What you should do: For each line in the material below that holds "Roskilde", copy that line.

Available records:
══════════
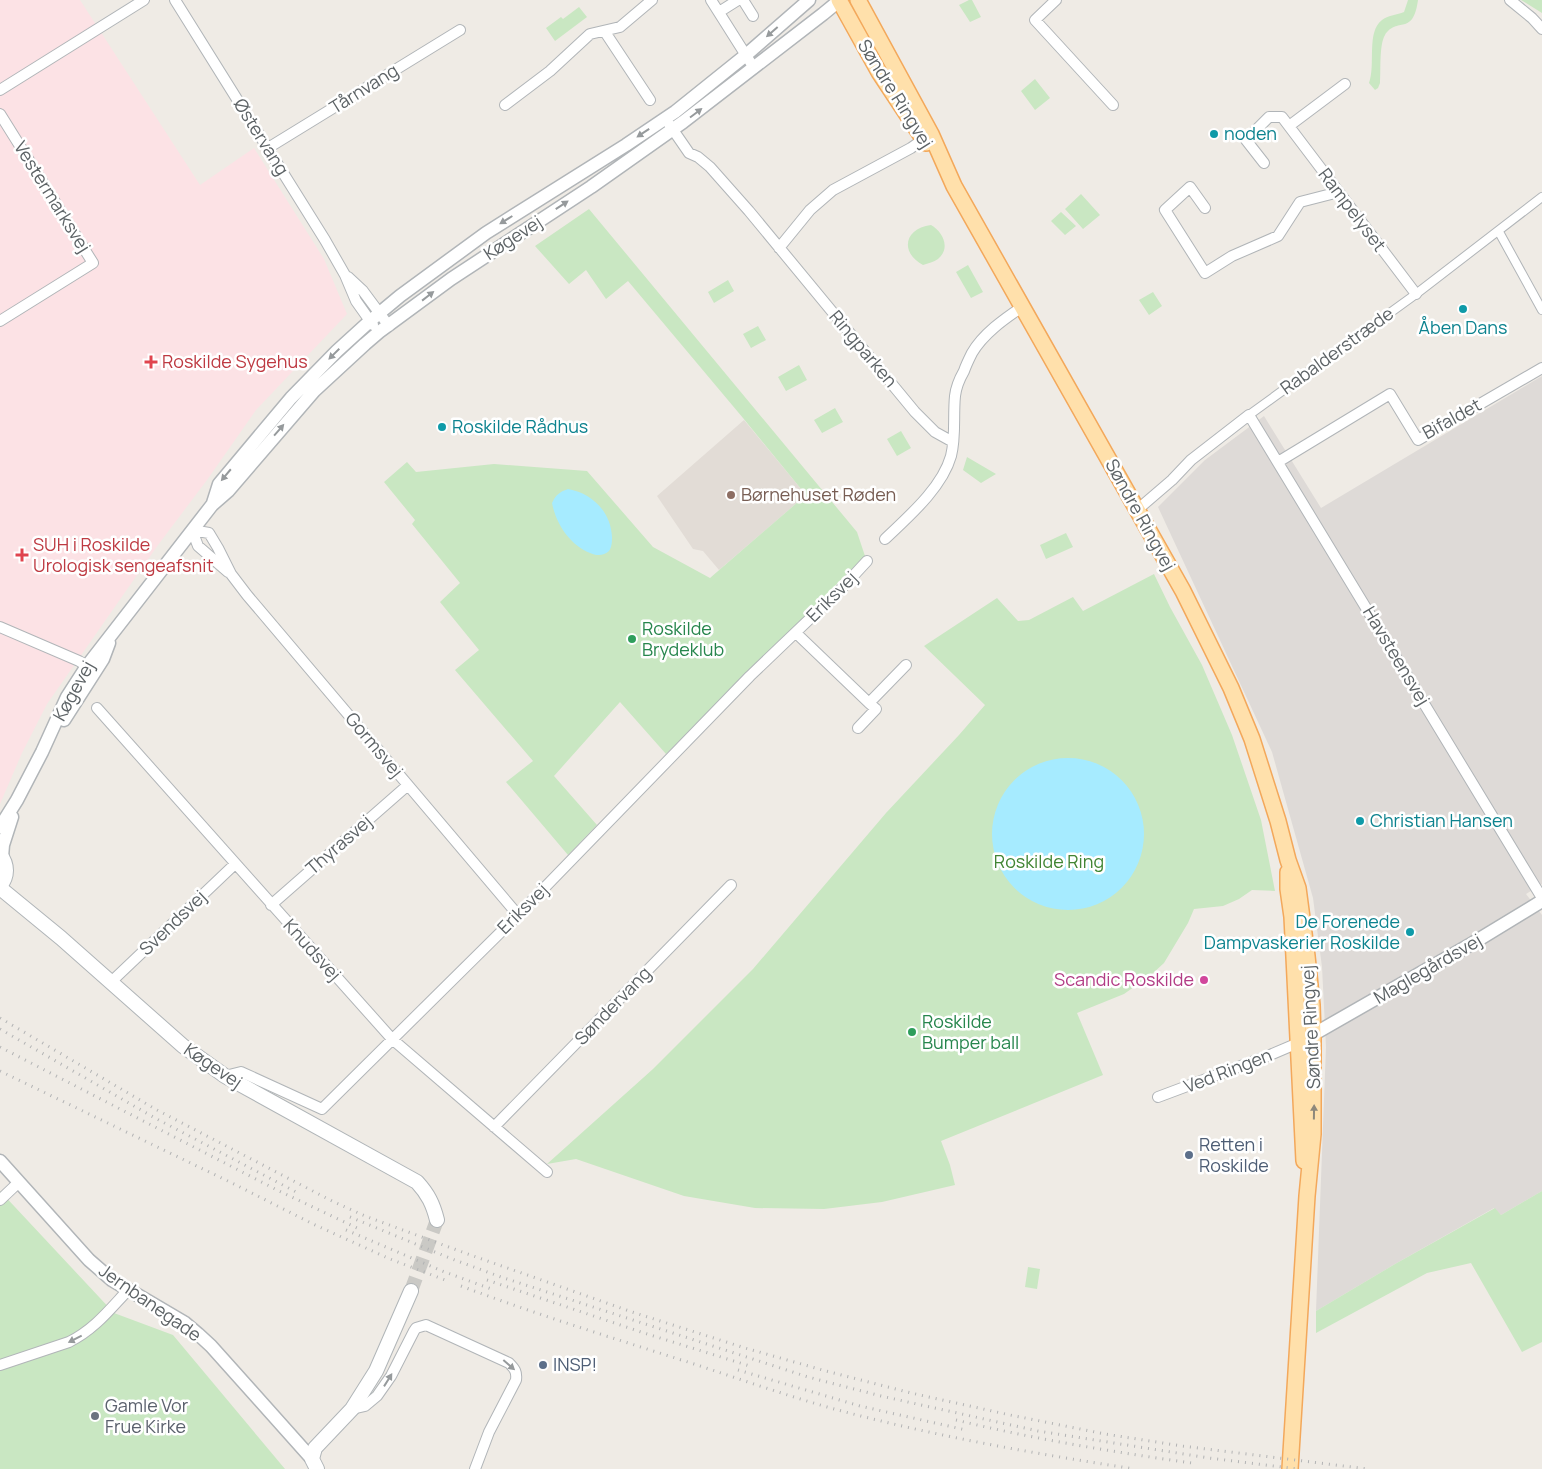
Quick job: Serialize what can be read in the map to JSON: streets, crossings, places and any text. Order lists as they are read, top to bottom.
{
  "streets": {
    "main road": ["Søndre Ringvej", "Køgevej"],
    "street": [
      "Tårnvang",
      "Østervang",
      "Vestermarksvej",
      "Rampelyset",
      "Ringparken",
      "Rabalderstræde",
      "Bifaldet",
      "Eriksvej",
      "Havsteensvej",
      "Gormsvej",
      "Thyrasvej",
      "Svendsvej",
      "Knudsvej",
      "Maglegårdsvej",
      "Søndervang",
      "Ved Ringen",
      "Jernbanegade"
    ]
  },
  "crossings": [
    ["Tårnvang", "Østervang"],
    ["Søndre Ringvej", "Køgevej"],
    ["Søndre Ringvej", "Rabalderstræde"],
    ["Søndre Ringvej", "Maglegårdsvej"],
    ["Søndre Ringvej", "Ved Ringen"],
    ["Østervang", "Køgevej"],
    ["Rampelyset", "Rabalderstræde"],
    ["Køgevej", "Ringparken"],
    ["Køgevej", "Eriksvej"],
    ["Køgevej", "Gormsvej"],
    ["Køgevej", "Svendsvej"],
    ["Rabalderstræde", "Havsteensvej"],
    ["Bifaldet", "Havsteensvej"],
    ["Eriksvej", "Gormsvej"],
    ["Eriksvej", "Knudsvej"],
    ["Havsteensvej", "Maglegårdsvej"],
    ["Gormsvej", "Thyrasvej"],
    ["Thyrasvej", "Knudsvej"],
    ["Svendsvej", "Knudsvej"],
    ["Knudsvej", "Søndervang"],
    ["Maglegårdsvej", "Ved Ringen"]
  ],
  "parks": ["Roskilde Ring"],
  "places": {
    "other": [
      "noden",
      "Åben Dans",
      "Roskilde Rådhus",
      "Børnehuset Røden",
      "Roskilde Brydeklub",
      "Christian Hansen",
      "De Forenede Dampvaskerier Roskilde",
      "Scandic Roskilde",
      "Roskilde Bumper ball",
      "Retten i Roskilde",
      "INSP!",
      "Gamle Vor Frue Kirke"
    ],
    "health": ["Roskilde Sygehus", "SUH i Roskilde Urologisk sengeafsnit"]
  }
}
══════════
Task solution:
  "parks": ["Roskilde Ring"],
      "Roskilde Rådhus",
      "Roskilde Brydeklub",
      "De Forenede Dampvaskerier Roskilde",
      "Scandic Roskilde",
      "Roskilde Bumper ball",
      "Retten i Roskilde",
    "health": ["Roskilde Sygehus", "SUH i Roskilde Urologisk sengeafsnit"]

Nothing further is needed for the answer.